Cette semaine, Me Dominique Tardif, de ZSA, s’entretient avec Me Marie Henein, cofondatrice de Henein Hutchison et … avocate de Jian Ghomeshi !
1- Pourquoi avez-vous, à l’origine, décidé d’être avocate plutôt que de choisir un autre métier ou une autre profession?
J’ai choisi le droit pour des motifs bien personnels. En fait, le droit correspondait bien à ma personnalité et à ce qui m’interpellait à titre individu faisant partie d’un contexte social plus large. Les principes de moralité et de ce qui est ou non légal, notamment, me fascinaient et me stimulaient intellectuellement.
Le droit ne s’est pas présenté à moi tardivement, ou comme une option de carrière parmi d’autres. Bien au contraire, le droit est et a toujours été ce que je voulais faire : je savais que je deviendrais avocate dès ma septième année et, d’instinct, c’était vers le droit criminel que je souhaitais me diriger.
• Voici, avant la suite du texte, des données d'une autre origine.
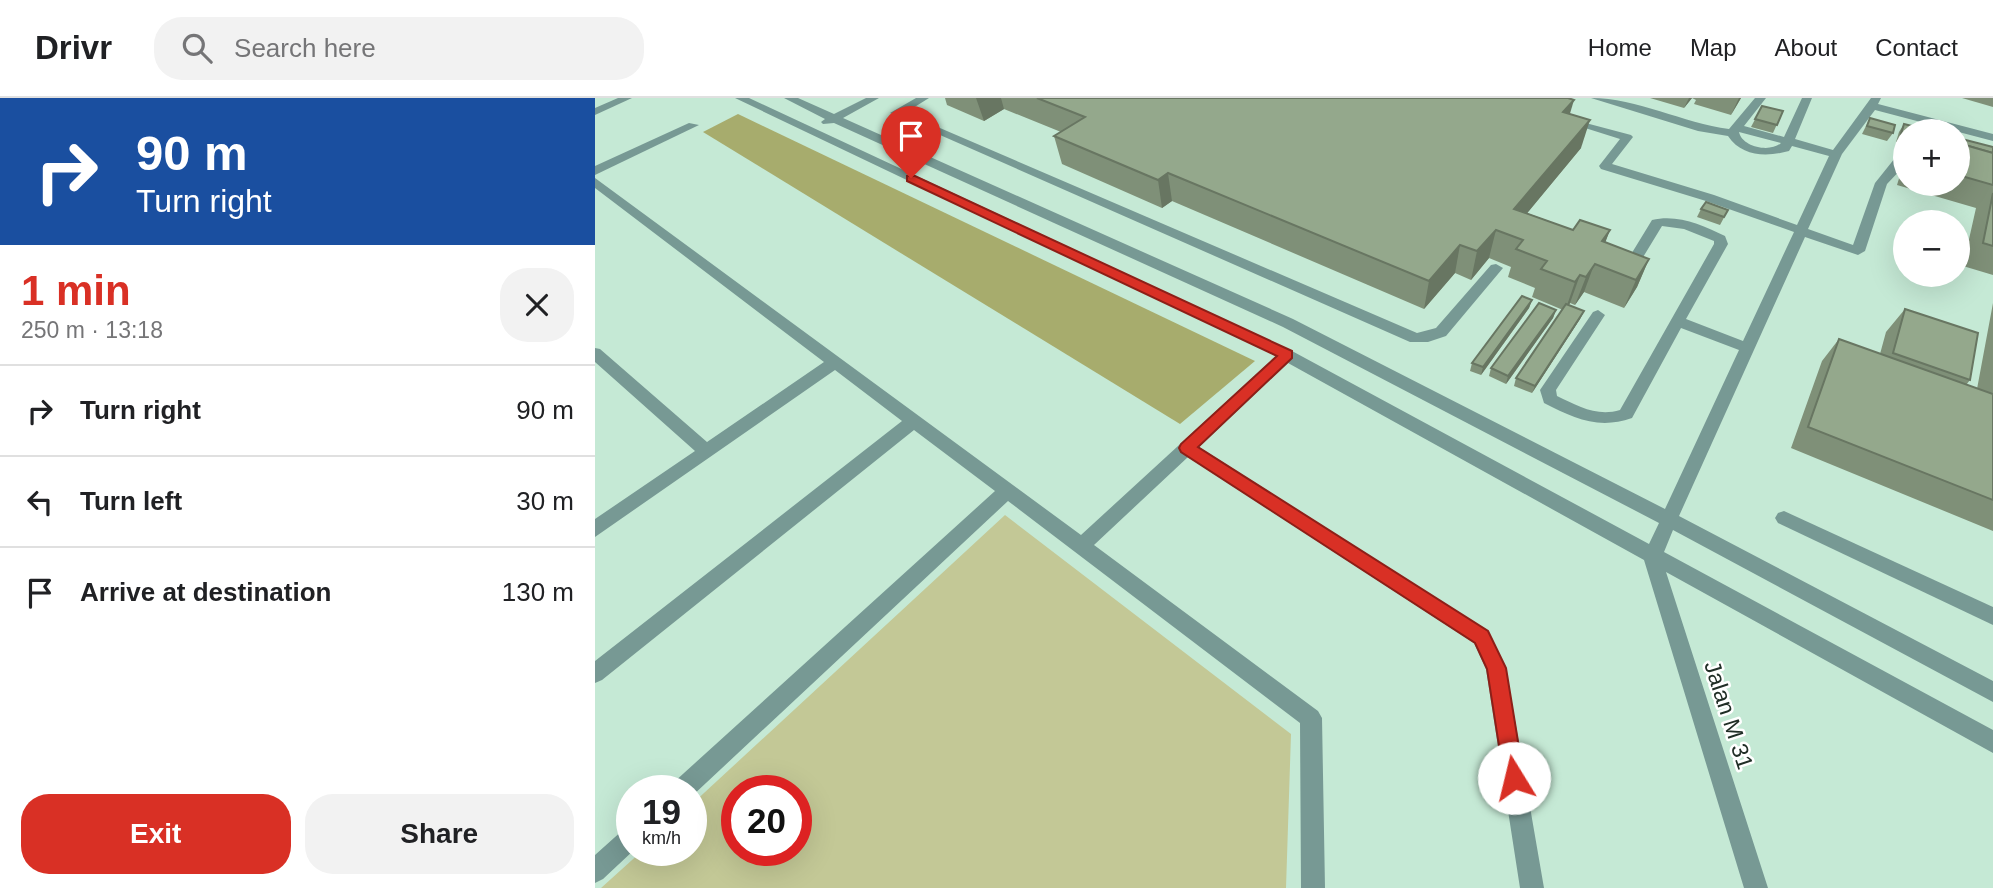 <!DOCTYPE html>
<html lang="en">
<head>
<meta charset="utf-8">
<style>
	:root { --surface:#fff; --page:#f2f2f2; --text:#202124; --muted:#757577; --line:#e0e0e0; --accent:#d93025 }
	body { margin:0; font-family:Helvetica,sans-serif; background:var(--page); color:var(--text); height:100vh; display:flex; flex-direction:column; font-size:26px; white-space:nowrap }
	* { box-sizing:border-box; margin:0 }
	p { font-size:23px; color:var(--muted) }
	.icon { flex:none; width:38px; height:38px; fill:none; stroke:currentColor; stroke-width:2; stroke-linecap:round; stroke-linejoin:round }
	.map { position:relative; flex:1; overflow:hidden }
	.panel { display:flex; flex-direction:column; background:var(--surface); width:595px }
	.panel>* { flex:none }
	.banner { background:#1a4fa0; color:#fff; overflow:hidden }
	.tools { position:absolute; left:1298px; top:21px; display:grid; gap:14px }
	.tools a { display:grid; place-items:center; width:77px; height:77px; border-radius:50%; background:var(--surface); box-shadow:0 7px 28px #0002; font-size:35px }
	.speed { position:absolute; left:21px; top:677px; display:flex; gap:14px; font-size:35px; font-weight:700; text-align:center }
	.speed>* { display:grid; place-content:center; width:91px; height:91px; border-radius:50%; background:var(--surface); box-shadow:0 7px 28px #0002; line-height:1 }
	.speed small { font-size:18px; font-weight:400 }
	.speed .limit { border:10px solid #d22; background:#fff; color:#111 }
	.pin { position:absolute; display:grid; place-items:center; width:60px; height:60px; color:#fff; margin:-72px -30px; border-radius:50% 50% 50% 0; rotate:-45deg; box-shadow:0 0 7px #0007 }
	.pin .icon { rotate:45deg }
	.me { position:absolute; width:77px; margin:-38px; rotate:351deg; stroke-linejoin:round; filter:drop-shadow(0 0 5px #0008) }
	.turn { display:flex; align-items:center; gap:24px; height:147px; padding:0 21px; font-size:32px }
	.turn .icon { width:91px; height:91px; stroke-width:2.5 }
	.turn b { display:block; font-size:49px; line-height:60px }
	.round { display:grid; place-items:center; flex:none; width:74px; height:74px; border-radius:28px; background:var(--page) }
	.overview { display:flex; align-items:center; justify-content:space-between; height:119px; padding:0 21px }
	h1 { font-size:42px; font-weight:700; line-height:52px; color:var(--accent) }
	.primary-button { display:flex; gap:14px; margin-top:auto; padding:14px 21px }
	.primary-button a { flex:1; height:80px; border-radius:28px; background:var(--accent); color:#fff; font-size:28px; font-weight:700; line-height:80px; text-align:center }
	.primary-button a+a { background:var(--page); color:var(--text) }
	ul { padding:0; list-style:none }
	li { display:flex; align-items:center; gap:21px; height:91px; padding:0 21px; border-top:2px solid var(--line) }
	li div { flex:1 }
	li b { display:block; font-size:26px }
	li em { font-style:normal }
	header { display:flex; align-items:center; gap:42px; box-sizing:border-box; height:98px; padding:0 35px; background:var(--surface); border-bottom:2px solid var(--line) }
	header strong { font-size:33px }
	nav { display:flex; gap:38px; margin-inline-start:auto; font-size:24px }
	.search { width:490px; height:63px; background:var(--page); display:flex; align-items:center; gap:18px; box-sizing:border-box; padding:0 24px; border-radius:28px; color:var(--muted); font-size:26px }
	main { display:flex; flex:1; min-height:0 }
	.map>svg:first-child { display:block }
	.green { fill:#c3c896; fill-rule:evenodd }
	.forest { fill:#a7ac6d }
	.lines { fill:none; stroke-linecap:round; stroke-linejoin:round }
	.minor { fill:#779994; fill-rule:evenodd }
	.wall { fill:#7f9078 }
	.shaded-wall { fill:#687662 }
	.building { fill:#94a88c; stroke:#687662; stroke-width:2 }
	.route { fill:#d93025; stroke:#8d1f18; stroke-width:2 }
	.labels { text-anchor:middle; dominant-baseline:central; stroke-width:5; stroke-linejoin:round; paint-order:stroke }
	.near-street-label { font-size:23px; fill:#202e26; stroke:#fff }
</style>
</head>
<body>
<header>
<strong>Drivr</strong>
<div class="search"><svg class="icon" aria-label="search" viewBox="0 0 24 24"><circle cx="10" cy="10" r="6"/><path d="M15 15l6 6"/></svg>Search here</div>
<nav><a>Home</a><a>Map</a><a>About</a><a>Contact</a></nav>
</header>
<main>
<section class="panel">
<div class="banner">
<div class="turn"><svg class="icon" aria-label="right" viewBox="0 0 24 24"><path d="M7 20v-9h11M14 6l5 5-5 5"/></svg><div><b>90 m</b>Turn right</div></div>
</div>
<div class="overview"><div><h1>1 min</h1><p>250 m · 13:18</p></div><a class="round"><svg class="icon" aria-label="close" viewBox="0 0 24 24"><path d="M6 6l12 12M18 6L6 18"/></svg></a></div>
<ul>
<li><svg class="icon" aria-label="right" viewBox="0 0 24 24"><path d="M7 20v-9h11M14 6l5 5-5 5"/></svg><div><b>Turn right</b></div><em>90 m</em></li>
<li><svg class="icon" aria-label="left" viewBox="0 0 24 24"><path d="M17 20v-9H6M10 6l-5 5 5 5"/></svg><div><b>Turn left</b></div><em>30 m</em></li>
<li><svg class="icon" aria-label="arrive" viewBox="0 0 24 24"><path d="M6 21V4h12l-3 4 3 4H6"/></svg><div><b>Arrive at destination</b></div><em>130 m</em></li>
</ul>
<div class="primary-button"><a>Exit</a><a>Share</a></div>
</section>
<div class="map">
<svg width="1398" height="790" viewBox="0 0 1398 790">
	<rect width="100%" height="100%" fill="#c5e9d5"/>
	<path class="green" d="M410 417 696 636 691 790H6L47 753 96 752V707ZM142 693H201V752H142Z"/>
	<path class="forest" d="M143 16 660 263 585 326 108 34Z"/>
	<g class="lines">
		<g class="minor">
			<path d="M23 0H37L0 17V10Z"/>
			<path d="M140 0H154L697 253 1054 446 1064 425 688 229 239 25 228 26 226 24 230 21 189 0H203L239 16 271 0H284L248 20 698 221 1070 411 1144 252 1086 230 1037 320C1003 332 979 320 949 305L945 292 998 214 1003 212 1010 217 961 292 962 298C983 308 1002 319 1025 312L1119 146V143L1089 131 1067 128 1036 179H1026L1024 176 1057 122C1083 116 1107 127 1130 138L1133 146 1091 221 1148 243 1199 134 1111 103 1006 71 1004 68 1025 41 968 23V19L1036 37 1038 39 1017 66 1119 97 1202 127 1234 58 1197 48 1194 53C1172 59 1147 59 1133 38L1103 33 996 0C1042 0 1088 25 1134 31L1160 0H1171L1149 28 1189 39 1207 0H1217L1200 41 1238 52 1276 0H1286L1283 6 1398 36V43L1280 12 1247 56 1213 131 1258 147 1280 85 1300 60 1311 58V66L1292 86 1270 153 1263 157 1210 139 1084 418 1398 583V604L1078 432 1069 454 1398 632V655L1071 474 1173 790H1149L1049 462 693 265 604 349 893 533 911 570 949 790H925L891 571 879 545 593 359 499 447 723 613 727 620 730 790H706L705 625 413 403 96 699V693H75L78 685 400 393 319 332 7 582 0 585V563L307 323 240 272 0 439V421L100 353 0 264V250L5 251 112 344 229 264 0 90V80L486 437 681 258ZM1144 34 1186 45C1175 55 1147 49 1144 34Z"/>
			<path d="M321 0H334L310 15 822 235 841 230 896 167 901 166 908 170 851 238 833 244H815L295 15Z"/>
			<path d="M94 25 104 27 0 77V68Z"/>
			<path d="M1189 413 1398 509V527L1183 425 1180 420 1183 415Z"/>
			<path d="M37 728V752H39L8 781 0 785V757L29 731Z"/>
		</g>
	</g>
	<g class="wall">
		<path d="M350 0H973L975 16 986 50 932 115 978 132H1015L1010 144 1054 161 1042 189 1029 210 989 194 980 207 975 205 974 207 989 213 985 221 937 295 919 288 921 280 968 212 937 199 940 190 913 179 916 169 894 160 876 182 860 175 829 211 577 103 567 110 467 66 459 38 466 34 409 11 389 23 352 7Z"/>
		<path d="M1055 0H1146L1136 17 1099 6 1101 2 1097 0 1089 10Z"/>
		<path d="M1367 0H1398V9Z"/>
		<path d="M1167 8 1188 13 1178 35 1156 29Z"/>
		<path d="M1275 20 1298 35 1292 43 1267 36Z"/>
		<path d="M1309 26 1311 33V46L1301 44 1304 34Z"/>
		<path d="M1363 40 1398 49V177L1368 168 1381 110 1302 87 1306 74 1311 67V86H1363Z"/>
		<path d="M1106 111 1133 112 1125 127 1102 119Z"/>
		<path d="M937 202 934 210 886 277 875 273 877 265Z"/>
		<path d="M1398 205V433L1196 350 1227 263 1244 241 1285 256 1291 234 1310 211 1375 282 1371 287 1382 291Z"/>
		<path d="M961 212 958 220 911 286 894 278 896 270Z"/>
	</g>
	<g class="shaded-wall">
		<path d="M381 0H406L409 11 389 23Z"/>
		<path d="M1094 0H1097L1089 10Z"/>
		<path d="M1144 0H1146L1136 17Z"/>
		<path d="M979 2 971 29 968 14Z"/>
		<path d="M995 22 986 50 914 137 919 111Z"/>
		<path d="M573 75 577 103 567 110 563 82Z"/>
		<path d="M901 132 894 160 876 182 882 153Z"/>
		<path d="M1015 132 1004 161 999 167 989 194 980 207 991 179 1007 143Z"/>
		<path d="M865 147 860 175 829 211 834 183Z"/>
		<path d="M1054 161 1042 189 1029 210 1041 182Z"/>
		<path d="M985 177 975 205 970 213 980 184Z"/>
		<path d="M937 202 934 210 886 277 888 269Z"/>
		<path d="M961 212 958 220 911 286 913 278Z"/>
		<path d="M989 213 985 221 937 295 940 288Z"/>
	</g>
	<g class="building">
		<path d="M442 0H973L979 2 968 14 995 22 919 111 978 132 985 122 1015 132 1007 143 1054 161 1041 182 1000 166 991 179 985 177 980 184 946 171 952 163 921 151 928 142 901 132 882 153 865 147 834 183 573 75 563 82 459 38 490 19Z"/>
		<path d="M1167 8 1188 13 1182 27 1160 21Z"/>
		<path d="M1275 20 1300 27 1298 35 1272 28Z"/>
		<path d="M1309 26 1337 33H1311V37L1306 36Z"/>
		<path d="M1363 40 1398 49V55L1363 45Z"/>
		<path d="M1363 45 1398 55V87L1363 77Z"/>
		<path d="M1398 95V148L1388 145Z"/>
		<path d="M1111 104 1133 112 1129 119 1106 111Z"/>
		<path d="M927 198 937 202 888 269 877 265Z"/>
		<path d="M944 205 961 212 913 278 896 270Z"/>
		<path d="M971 206 989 213 940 288 921 280Z"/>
		<path d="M1310 211 1383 235 1375 282 1298 255Z"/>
		<path d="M1244 241 1398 296V402L1213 329Z"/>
	</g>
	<path class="route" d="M312 78H320L697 253V260L603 349 893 533 911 570 929 680 926 687 919 690 912 687 909 680 892 571 880 545 586 354 584 350 586 346 682 258 312 83Z"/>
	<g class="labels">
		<g class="near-street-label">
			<text transform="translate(1134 617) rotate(72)">Jalan M 31</text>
		</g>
	</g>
</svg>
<div class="tools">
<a>+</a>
<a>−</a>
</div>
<div class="speed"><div>19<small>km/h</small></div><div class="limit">20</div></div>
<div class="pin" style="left:316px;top:80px;background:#d93025"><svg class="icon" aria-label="arrive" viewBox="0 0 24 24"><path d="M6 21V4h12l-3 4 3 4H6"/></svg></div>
<svg class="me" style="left:919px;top:680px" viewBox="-20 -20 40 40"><circle r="19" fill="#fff"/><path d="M0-13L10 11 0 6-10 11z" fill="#d93025"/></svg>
</div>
</main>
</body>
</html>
Ça allait de soi, tout simplement : je n’aime pas les bullies, et le fait de me battre pour défendre une personne faisant face à la justice était un choix naturel, très personnel et intuitif pour moi.
2- Quel est le plus grand défi professionnel auquel vous avez fait face au cours de votre carrière?
Mon plus grand défi, et certainement le plus intéressant pour moi, est de faire en sorte que le cabinet se développe et prenne de l’expansion vers de nouveaux domaines. Il ne s’agit pas tant, ici, d’un défi personnel ou d’une difficulté à surmonter, mais plutôt d’un défi positif en ce qu’il s’agit d’avancer vers un espace jusqu’alors inoccupé par nous, dans un marché où nous ne sommes possiblement pas les premiers à venir spontanément en tête.
Contrairement à ce que certains sont portés à penser, la majorité de mon travail ne fait pas la manchette. Au contraire, mon travail se déroule plutôt généralement sans tapage publicitaire, en coulisses. Notre plus grande réussite, en fait, consiste justement à faire en sorte que quelque chose – ou quelqu’un – ne fasse pas la Une. Notre pratique est par ailleurs, dans les faits, plutôt variée, surtout depuis que nous avons commencé à entamer publiquement cette diversification de domaines de pratique il y a trois ou quatre ans. Être en ce sens le new kid on the block est absolument fascinant, et l’être quand on est une femme rend la chose encore plus intéressante, à mon avis.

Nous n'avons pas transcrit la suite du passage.